Transcribe exactly the lines that fall between the one holding "M984 496 986" and the one holding "M1260 499 1288", inclusive, from the entries below.

━━━━━━━━━━━━━━━━

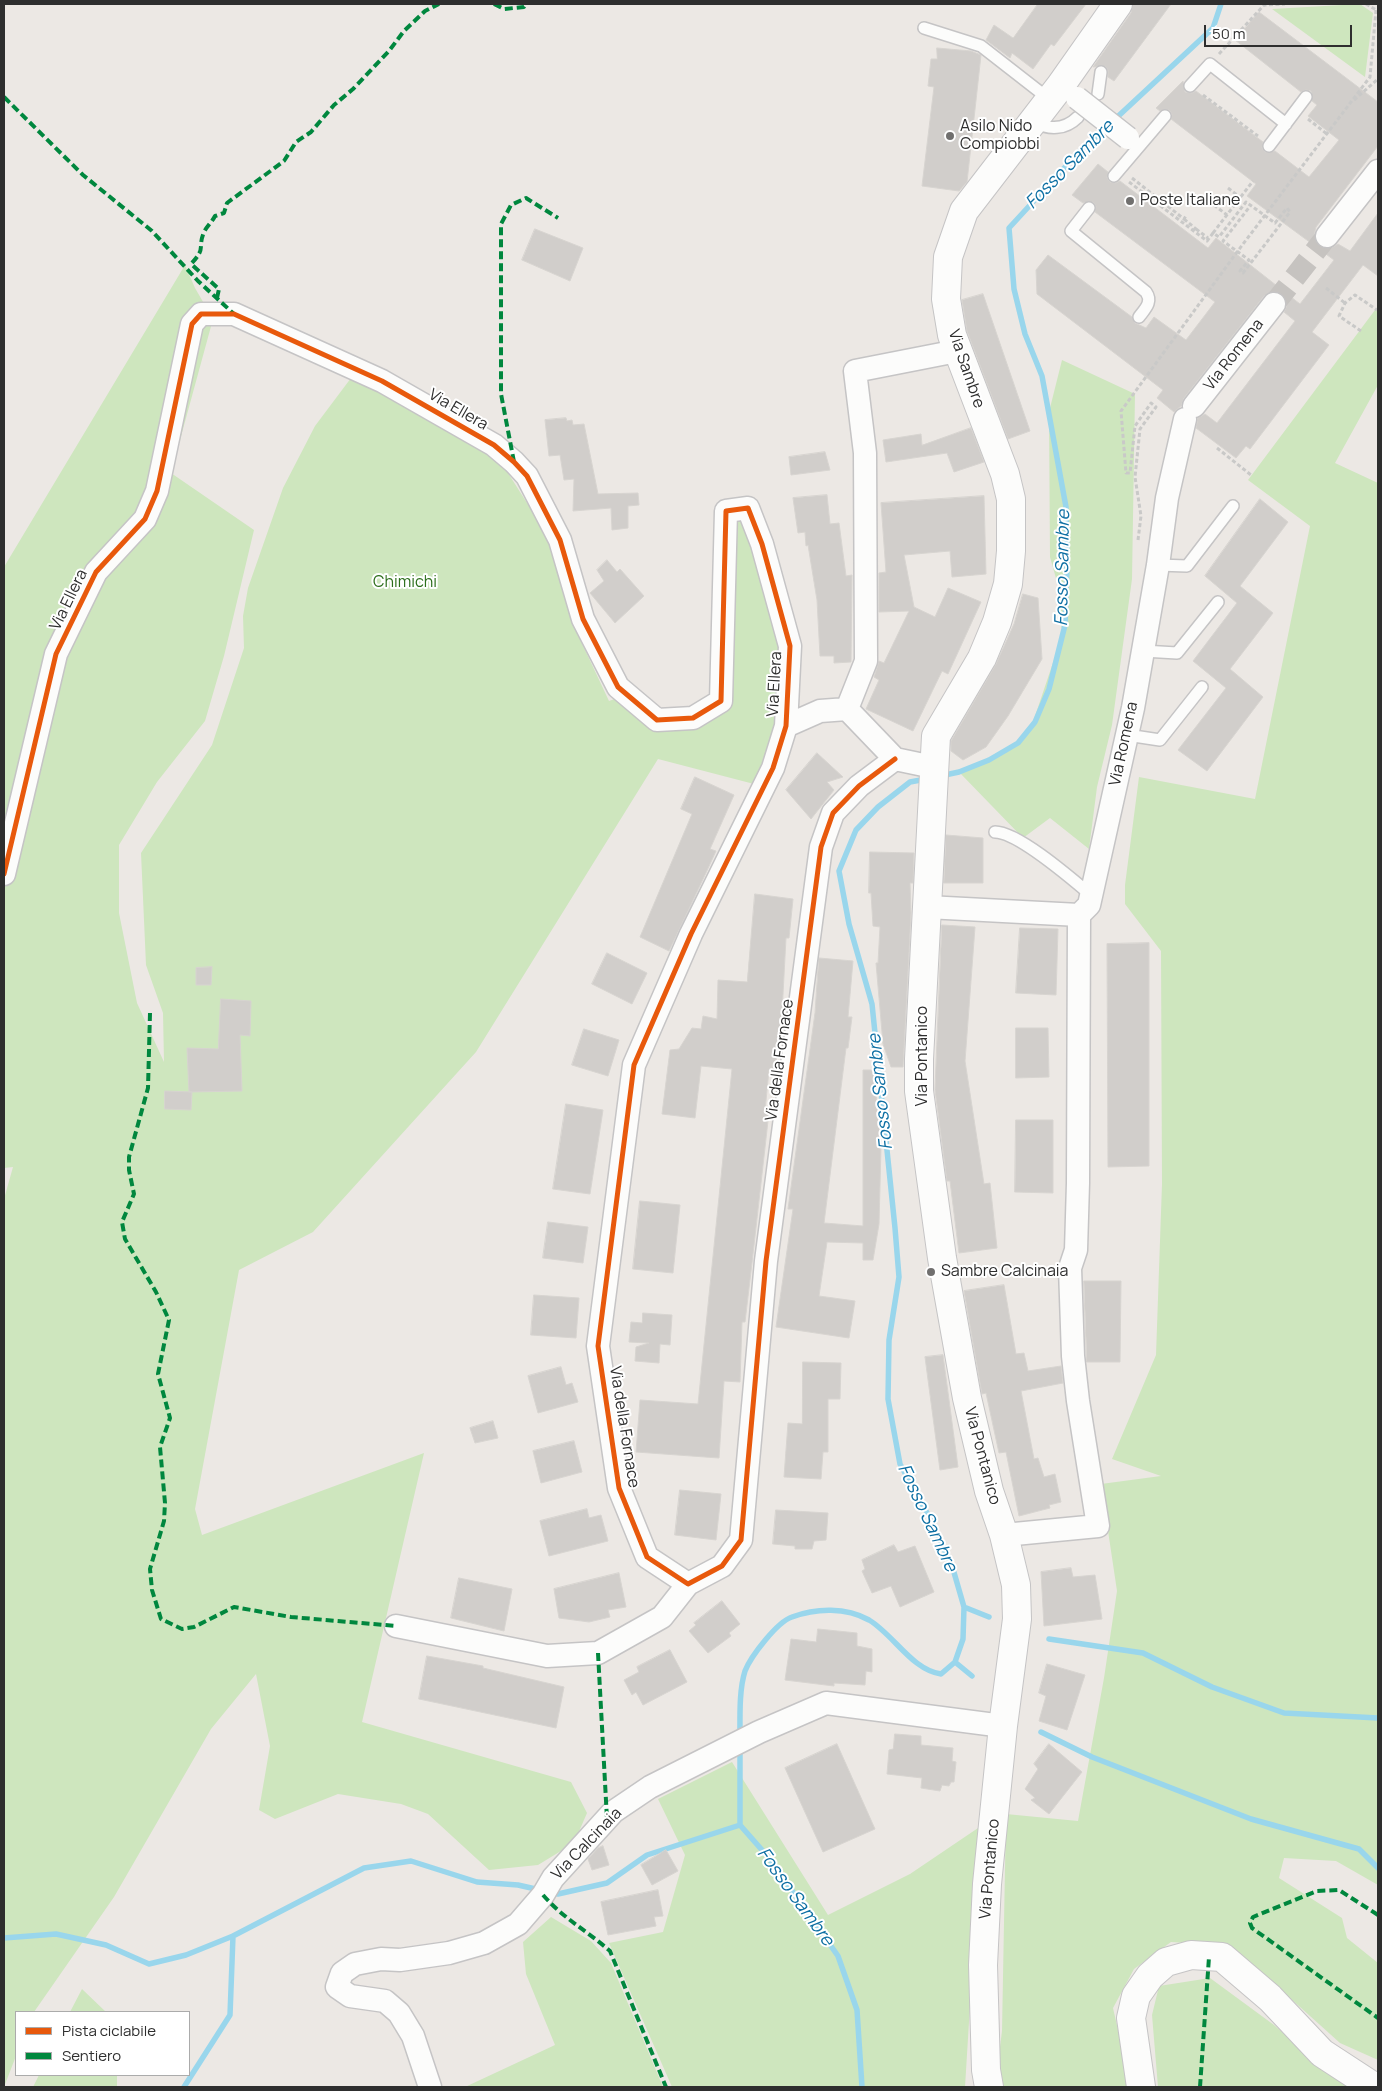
<!DOCTYPE html>
<html>
<head>
<meta charset="utf-8">
<style>
	body { margin:0 }
	#map { position:relative; width:1382px; height:2091px; overflow:hidden; background:#ece8e4; font-family:Manrope,sans-serif }
	canvas { display:block }
	.frame { position:absolute; inset:0; border:5px solid #2e2e2e; pointer-events:none }
	.legend { position:absolute; left:15px; top:2011px; width:175px; height:65px; box-sizing:border-box; background:#fff; border:1px solid #ababab; margin:0; padding:6px 9px; list-style:none; font-size:15px; color:#2e2e2e }
	.legend li { display:flex; align-items:center; gap:10px; height:25px }
	.legend b { width:25px; border:1px solid #ababab }
	.scale { position:absolute; left:1204px; top:25px; width:148px; height:22px; box-sizing:border-box; border:2px solid #2e2e2e; border-top:0; padding-left:6px; font-size:15px; line-height:18px; white-space:nowrap; color:#2e2e2e; -webkit-text-stroke:4px #fff; paint-order:stroke }
</style>
</head>
<body>
<div id="map">
<canvas width="1382" height="2091"></canvas>
<div class="frame"></div>
<ul class="legend">
<li><b style="height:6px;background:#e8590c"></b>Pista ciclabile</li>
<li><b style="height:6px;background:#00873e"></b>Sentiero</li>
</ul>
<div class="scale">50 m</div>
</div>
<script>
const context = document.querySelector('canvas').getContext('2d');
context.lineJoin = 'round';
function paint(path, color) { context.fillStyle = color; context.fill(path, 'evenodd'); }
function trace(path, color, width, dash) { context.strokeStyle = color; context.lineWidth = width; context.lineCap = dash ? 'butt' : 'round'; context.setLineDash(dash || []); context.stroke(path); }
function write(font, color, halo, rows, align = 'center') {
  context.font = font + ' Manrope,sans-serif'; context.lineWidth = 4; context.setLineDash([]); context.textBaseline = 'middle'; context.strokeStyle = halo; context.fillStyle = color; for (const [text, x, y, turn = 0] of rows) {
    context.save(); context.translate(x, y); context.rotate((+turn || 0) * Math.PI / 180); context.textAlign = isNaN(turn) ? turn : align; if (halo) context.strokeText(text, 0, 0); context.fillText(text, 0, 0); context.restore();
  }
}
const green = new Path2D(`
	M1360 4 1373 13 1365 77 1272 9Z
	M185 265 195 288 213 319 171 473 254 530 224 656 205 721 157 782 119 845V913L137 1003 164 1062 163 1013 146 965 141 853 212 745 244 648 243 616 248 588 283 488 315 426 351 378 417 406 501 462 548 536 571 620 609 701 620 697 660 728 717 715 733 519H744L780 646 775 728 754 784 658 759 476 1052 313 1232 239 1270 195 1509 202 1535 424 1453 362 1722 571 1782 587 1813 574 1843 538 1865 489 1870 428 1814 401 1804 338 1794 275 1819 259 1810 270 1746 256 1674 211 1729 114 1897 34 2012H16V2056L4 2087V1199L13 1167 4 1168V567Z
	M1378 306V385L1335 463 1378 483V1885L1336 1861 1284 1858 1279 1878 1342 1918 1347 1938 1378 1963V2060L1340 2043 1290 1998 1216 1945 1171 1942 1134 1969 1113 2008 1131 2087H995L1002 2031 1006 1814 1078 1821 1104 1678 1117 1591 1101 1484 1161 1476 1112 1459 1156 1355 1162 1184 1161 951 1125 904V885L1139 777 1255 799 1310 526 1248 480Z
	M1062 360 1135 394 1132 579 1112 725 1097 787 1089 849 1050 818 1023 838 959 772 1014 746 1032 725 1063 633 1058 614 1059 589 1050 557 1049 412Z
	M732 1762 828 1915 910 1874 981 1826 965 2087H672L609 1943 663 1932 685 1855 658 1799Z
	M551 1917 591 1941 611 1963 663 2087H465L555 2045 526 1974 523 1942Z
	M1210 1978 1274 2025 1332 2076 1350 2087H1158L1152 2015 1159 1986Z
	M82 1989 106 2012H70Z
	M39 2075H117V2087H33Z`);
const stream = new Path2D(`
	M1113 121 1213 28 1221 4
	M940 776 959 772 989 760 1018 743 1035 722 1049 689 1065 625 1067 565 1066 507 1042 376 1025 334 1014 289 1009 228 1078 153 1106 127
	M964 1607 989 1617
	M1049 1639 1143 1653 1212 1687 1284 1713 1378 1718
	M955 1662 972 1676
	M1041 1732 1092 1757 1251 1819 1359 1849 1378 1868
	M740 1736C740 1716 739 1690 745 1671 751 1656 777 1622 792 1617 816 1608 846 1607 869 1620 894 1635 912 1670 941 1674L955 1662 963 1639 964 1607 953 1569 931 1520 900 1464 888 1399 889 1340 899 1277 895 1228 872 1004 849 924 839 871 856 830 878 807 910 782 926 779
	M740 1748V1825L769 1858 838 1956 857 2010 862 2087
	M549 1892 558 1894 607 1883 647 1855 740 1825
	M4 1938 56 1934 106 1945 149 1964 186 1955 233 1936
	M184 2087 230 2015 233 1936 364 1868 411 1861 477 1882 518 1885 540 1890`);
const building = new Path2D(`
	M1038 4H1086L1054 46 1051 44 1033 69 1012 53 1010 58 986 40 994 25 1013 38Z
	M1133 4H1171L1114 81 1108 77V70L1105 66 1093 67 1131 13Z
	M1259 12 1378 102V146L1316 227 1314 235 1319 247 1331 248 1338 244 1350 251 1378 213V276L1363 265 1312 332 1329 345 1250 449 1246 446 1236 458 1196 428 1198 418 1205 414 1217 423 1295 321 1284 312 1287 305 1282 294 1275 291 1264 296 1184 398 1181 406 1174 412 1157 398 1163 390 1037 294 1036 270 1048 255 1132 317 1135 323 1146 328 1154 317 1186 340 1215 302 1095 212 1096 206 1093 202 1083 203 1072 195 1098 164 1108 172 1107 178 1110 182 1116 183 1120 181 1208 248 1216 238 1300 304 1334 260 1247 196 1256 184 1171 119 1172 114 1169 110 1160 111 1156 108 1183 81 1185 92 1192 93 1196 91 1263 142 1262 148 1265 152 1275 151 1309 177 1339 140 1308 116 1317 105 1312 101 1311 91 1306 90 1301 92 1235 40Z
	M937 48 971 51 981 55 967 182 959 191 922 186 934 87 928 86 931 59H937Z
	M535 229 583 248 570 281 522 260Z
	M983 294 1030 431 1008 439 967 331 962 300Z
	M566 418 567 421 572 420 573 425 584 424 598 494 638 493 639 505 628 506V528L612 530 611 508 573 511 574 479 564 480 560 455 549 456 545 420Z
	M971 428 984 462 954 472 947 453 886 462 883 440 921 434 922 445Z
	M825 452 830 470 791 475 789 457Z
	M827 495 830 524 839 523 846 576 852 575 851 662 834 663V656H820L817 600 808 545 806 546 805 532 798 533 793 498Z
	M984 496 986 574 952 577 950 551 904 555 914 607 935 617 948 588 981 602 948 674 942 671 913 731 866 709 879 680 874 677 879 661 884 663 909 611 879 612V573L886 572 881 503Z
	M1260 499 1288 522 1240 586 1273 613 1230 669 1263 697 1207 771 1178 750 1226 688 1193 661 1237 603 1205 576Z
	M607 560 617 572 620 569 644 596 615 623 590 593 604 581 597 570Z
	M1023 594 1038 598 1042 659 1008 716 986 747 963 760 951 751V741L996 664 1014 624Z
	M817 753 843 777 827 782 834 790 811 819 786 790Z
	M695 777 734 795 710 849 716 851 705 875 669 951 640 937 692 814 681 809Z
	M946 835 983 838V883H944Z
	M870 852 914 853 913 883H910L911 913 903 1067H891L883 1044 876 963H878L880 927 873 926 871 893H869Z
	M755 894 793 899 789 938H786L782 1013 775 1071 769 1070 765 1111 769 1112 752 1263 745 1322H742L740 1382 724 1381 719 1458 636 1452 640 1400 698 1404 732 1069 701 1066 695 1118 662 1114 670 1050 679 1049 692 1028 701 1029 703 1016 717 1019 718 980 747 982Z
	M942 925 975 927 965 1061 984 1184 990 1183 997 1248 959 1253 950 1181H947L935 1090Z
	M1020 928 1058 929 1056 995 1016 993Z
	M1149 943V1166L1108 1167 1107 944Z
	M607 953 647 973 632 1004 592 984Z
	M819 958 853 961 848 1017H852L848 1048H846L824 1223 863 1226V1070H874L881 1147 879 1224 873 1260H863V1243L827 1242 819 1296 855 1301 849 1338 776 1327 793 1209H788L815 1013Z
	M212 967 211 985H196V968Z
	M221 999 251 1001 250 1036 240 1035 242 1091 189 1092 187 1048 218 1049Z
	M1016 1028H1048L1049 1077 1016 1078Z
	M584 1029 619 1040 608 1076 572 1065Z
	M165 1091 192 1092 191 1110 165 1109Z
	M566 1104 603 1110 590 1194 553 1189Z
	M1016 1120H1053V1193L1015 1192Z
	M640 1201 680 1205 673 1273 633 1269Z
	M548 1222 588 1227 583 1263 543 1258Z
	M1084 1281H1121L1120 1362H1087Z
	M1004 1285 1016 1354 1024 1353 1028 1371 1061 1366 1063 1383 1021 1391 1034 1459 1038 1458 1044 1477 1055 1474 1061 1502 1049 1505 1050 1508 1019 1516 1006 1452 999 1453 986 1393 982 1394 964 1291Z
	M534 1295 579 1298 576 1338 531 1335Z
	M643 1313 672 1315 670 1345 660 1344 659 1363 635 1361 636 1347 649 1343 629 1342 631 1322 642 1323Z
	M943 1355 958 1467 940 1470 925 1357Z
	M803 1362 841 1363 840 1399H828V1452H823L821 1479 784 1477 788 1423 802 1424Z
	M561 1367 566 1385 572 1383 578 1402 538 1413 528 1376Z
	M493 1421 498 1438 475 1443 470 1428Z
	M574 1441 582 1472 541 1483 533 1451Z
	M680 1490 721 1494 716 1540 675 1535Z
	M587 1509 589 1518 601 1515 608 1541 549 1556 540 1521Z
	M776 1510 828 1513 826 1540 814 1541 812 1549H795V1546L773 1544Z
	M894 1545 898 1552 915 1546 934 1592 900 1607 891 1586 872 1593 862 1571 865 1569 862 1560Z
	M1071 1568 1073 1577 1095 1575 1102 1619 1044 1626 1041 1572Z
	M619 1573 626 1607 608 1610 610 1617 589 1622 559 1618 554 1589Z
	M459 1578 512 1589 504 1631 451 1618Z
	M722 1601 740 1624 729 1633 731 1636 708 1653 689 1631 696 1625 694 1623Z
	M818 1629 857 1633V1646L872 1649V1672L866 1671 865 1685 834 1683V1686L785 1680 791 1639 816 1642Z
	M670 1650 687 1682 643 1705 636 1692 632 1695 624 1680 639 1672 637 1667Z
	M427 1656 483 1666V1668L564 1687 556 1728 419 1699Z
	M1047 1664 1085 1675 1067 1730 1039 1721 1046 1696 1039 1693Z
	M895 1734 921 1736V1745L953 1748 952 1761 956 1762 954 1782H951L949 1786 942 1785 940 1791 921 1788 922 1778 887 1774 889 1750 893 1749Z
	M837 1744 875 1829 823 1852 785 1768Z
	M1049 1744 1082 1772 1049 1814 1031 1800 1035 1798 1025 1789 1038 1769 1034 1764Z
	M603 1846 609 1865 592 1870 588 1859 598 1848Z
	M666 1850 678 1871 652 1885 641 1865Z
	M658 1890 663 1916 654 1917 656 1926 608 1935 601 1902Z`);
const minorTunnel = new Path2D(`
	M1274 304 1327 236`);
const path = new Path2D(`
	M1366 4 1378 11
	M1219 54 1264 5 1285 4
	M1203 95 1258 136
	M1354 100 1378 79
	M1308 119 1327 134
	M1132 178 1184 219 1186 216
	M1129 182 1207 241 1213 233 1219 237 1246 202 1275 223 1287 208 1290 212 1243 273 1240 271 1249 260 1223 241 1251 205
	M1228 188 1241 198
	M1214 205 1227 215
	M1184 219 1196 229 1198 226
	M1196 229 1208 238
	M1213 233 1253 181
	M1326 288 1345 303
	M1361 331 1339 316 1345 303 1355 295 1377 310
	M1217 448 1251 475
	M1138 540 1141 516 1135 477 1140 429 1156 407 1151 403 1135 426 1130 473H1126L1121 411 1237 252 1370 77 1376 10`);
const service = new Path2D(`
	M924 28 981 46 1049 99
	M1190 86 1210 64 1286 124
	M1098 94 1101 72
	M1034 122C1049 130 1065 130 1078 117
	M1269 146 1306 97
	M1114 176 1165 116
	M1089 208 1071 231 1146 292C1153 302 1145 309 1139 317
	M1158 565 1187 566 1233 506
	M1143 651 1177 653 1218 602
	M1127 735 1160 740 1202 687
	M995 832C1018 832 1072 879 1091 895`);
const minor = new Path2D(`
	M1327 236 1378 171
	M1194 406 1274 304
	M847 709 866 661 865 453 855 371 957 351
	M786 726 820 711 847 709 895 759 933 767
	M4 874 56 654 96 572 145 519 157 491 192 324 201 314H234L382 381 494 445 514 462 527 476 560 540 583 619 618 687 657 720 693 718 721 701 726 511 748 508 762 544 790 646 786 726 773 768 691 934 634 1065 598 1346 619 1488 647 1557 688 1584 722 1566 741 1540 766 1261 821 847 833 813 859 786 895 759
	M927 907 1079 915 1089 905 1133 708 1158 565 1167 498 1185 419
	M1004 1535 1098 1526 1078 1401 1073 1356 1070 1268 1076 1250 1078 1183 1079 915
	M396 1626 547 1656 598 1653 662 1617 688 1584
	M430 2087 413 2036 399 2013 385 2001 350 1996 337 1987 342 1973 355 1964 381 1959 400 1960 449 1953 484 1943 518 1924 543 1895 553 1878 613 1812 650 1787 759 1732 826 1703 1003 1726`);
const tertiary = new Path2D(`
	M989 2087 986 2070 983 1965 987 1884 1003 1726 1017 1619 1016 1585 1004 1535 989 1491 967 1398 942 1258 919 1091V1059L936 736 982 658 997 622 1008 584 1011 551V499L1005 474 952 335 946 299 948 257 964 211 1061 85 1118 4
	M1141 2087 1131 2018 1136 1996 1150 1976 1166 1962 1191 1955 1222 1957 1270 1998 1322 2053 1374 2087`);
const minorBridge = new Path2D(`
	M1077 98 1128 138`);
const quiet = new Path2D(`
	M494 4 504 9 524 7 526 4
	M4 97 83 175 152 231 198 281 234 314
	M217 298 219 289 191 264C207 247 197 249 204 232 207 226 212 222 215 216L224 213 227 203 284 161 296 142 311 132 334 105 353 89 389 51 404 31 425 11 439 4
	M514 462 501 394V224L511 205 526 198 558 218
	M150 1013 148 1088 129 1157V1170L134 1194 122 1222 125 1239 156 1292 169 1320 158 1374 170 1418 160 1447 165 1503 164 1521 150 1569 152 1590 161 1619 182 1629 194 1627 234 1607 291 1617 396 1626
	M598 1653 607 1819
	M543 1895C564 1919 586 1930 610 1951L666 2087
	M1378 1915 1339 1890 1317 1891 1253 1917 1250 1923 1252 1928 1378 2018
	M1200 2087 1209 1957`);
const cycleway = new Path2D(`
	M4 874 56 654 96 572 145 519 157 491 192 324 201 314H234L382 381 494 445 514 462 527 476 560 540 583 619 618 687 657 720 693 718 721 701 726 511 748 508 762 544 790 646 786 726 773 768 691 934 634 1065 598 1346 619 1488 647 1557 688 1584 722 1566 741 1540 766 1261 821 847 833 813 859 786 895 759`);
const markers = [
	[950,136,5,"#706f6e"],
	[1130,201,5,"#706f6e"],
	[931,1272,5,"#706f6e"]
];
const poiNames = [
	["Asilo Nido",960,127],
	["Compiobbi",960,145],
	["Poste Italiane",1140,201],
	["Sambre Calcinaia",941,1272]
];
const streetNames = [
	["Via Romena",1234,355,-52],
	["Via Sambre",966,369,71],
	["Via Ellera",458,410,30],
	["Via Ellera",69,600,-64],
	["Via Ellera",775,684,-87],
	["Via Romena",1124,744,-78],
	["Via Pontanico",923,1056,-90],
	["Via della Fornace",780,1060,-82],
	["Via della Fornace",624,1427,81],
	["Via Pontanico",982,1456,75],
	["Via Calcinaia",587,1844,-46],
	["Via Pontanico",990,1869,-85]
];
const parkNames = [
	["Chimichi",405,583]
];
const waterNames = [
	["Fosso Sambre",1070,165,-45],
	["Fosso Sambre",1063,568,-89],
	["Fosso Sambre",881,1092,-96],
	["Fosso Sambre",927,1518,65],
	["Fosso Sambre",795,1897,54]
];
paint(green, '#cee6be');
trace(stream, '#99d6ec', 5.5);
paint(building, '#d1cecb');
trace(building, '#d7d4d0', 1);
trace(minorTunnel, '#c6c3c0', 22, [22, 11]);
trace(service, '#c5c4c5', 14);
trace(minor, '#c5c4c5', 25);
trace(tertiary, '#c5c4c5', 30);
trace(path, '#c9c9c8', 3, [4, 2.5]);
trace(service, '#fcfcfb', 11);
trace(minor, '#fcfcfb', 22);
trace(tertiary, '#fcfcfb', 28);
trace(minorBridge, '#c5c4c5', 25, []);
trace(minorBridge, '#fcfcfb', 22);
trace(quiet, '#00873e', 4, [8, 4]);
trace(cycleway, '#e8590c', 5);
for (const [x, y, r, color] of markers) { const dot = new Path2D(); dot.arc(x, y, r, 0, 2 * Math.PI); context.fillStyle = color; context.fill(dot); trace(dot, '#fff', 2); }
write('16px', '#2e2e2e', '#fff', poiNames, 'left');
write('16px', '#2e2e2e', '#fff', streetNames);
write('16px', '#2c6e1b', '#fff', parkNames);
write('italic 18px', '#0d6fa3', '#fff', waterNames);
</script>
</body>
</html>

━━━━━━━━━━━━━━━━

▸ TASK ANSWER
	M984 496 986 574 952 577 950 551 904 555 914 607 935 617 948 588 981 602 948 674 942 671 913 731 866 709 879 680 874 677 879 661 884 663 909 611 879 612V573L886 572 881 503Z
	M1260 499 1288 522 1240 586 1273 613 1230 669 1263 697 1207 771 1178 750 1226 688 1193 661 1237 603 1205 576Z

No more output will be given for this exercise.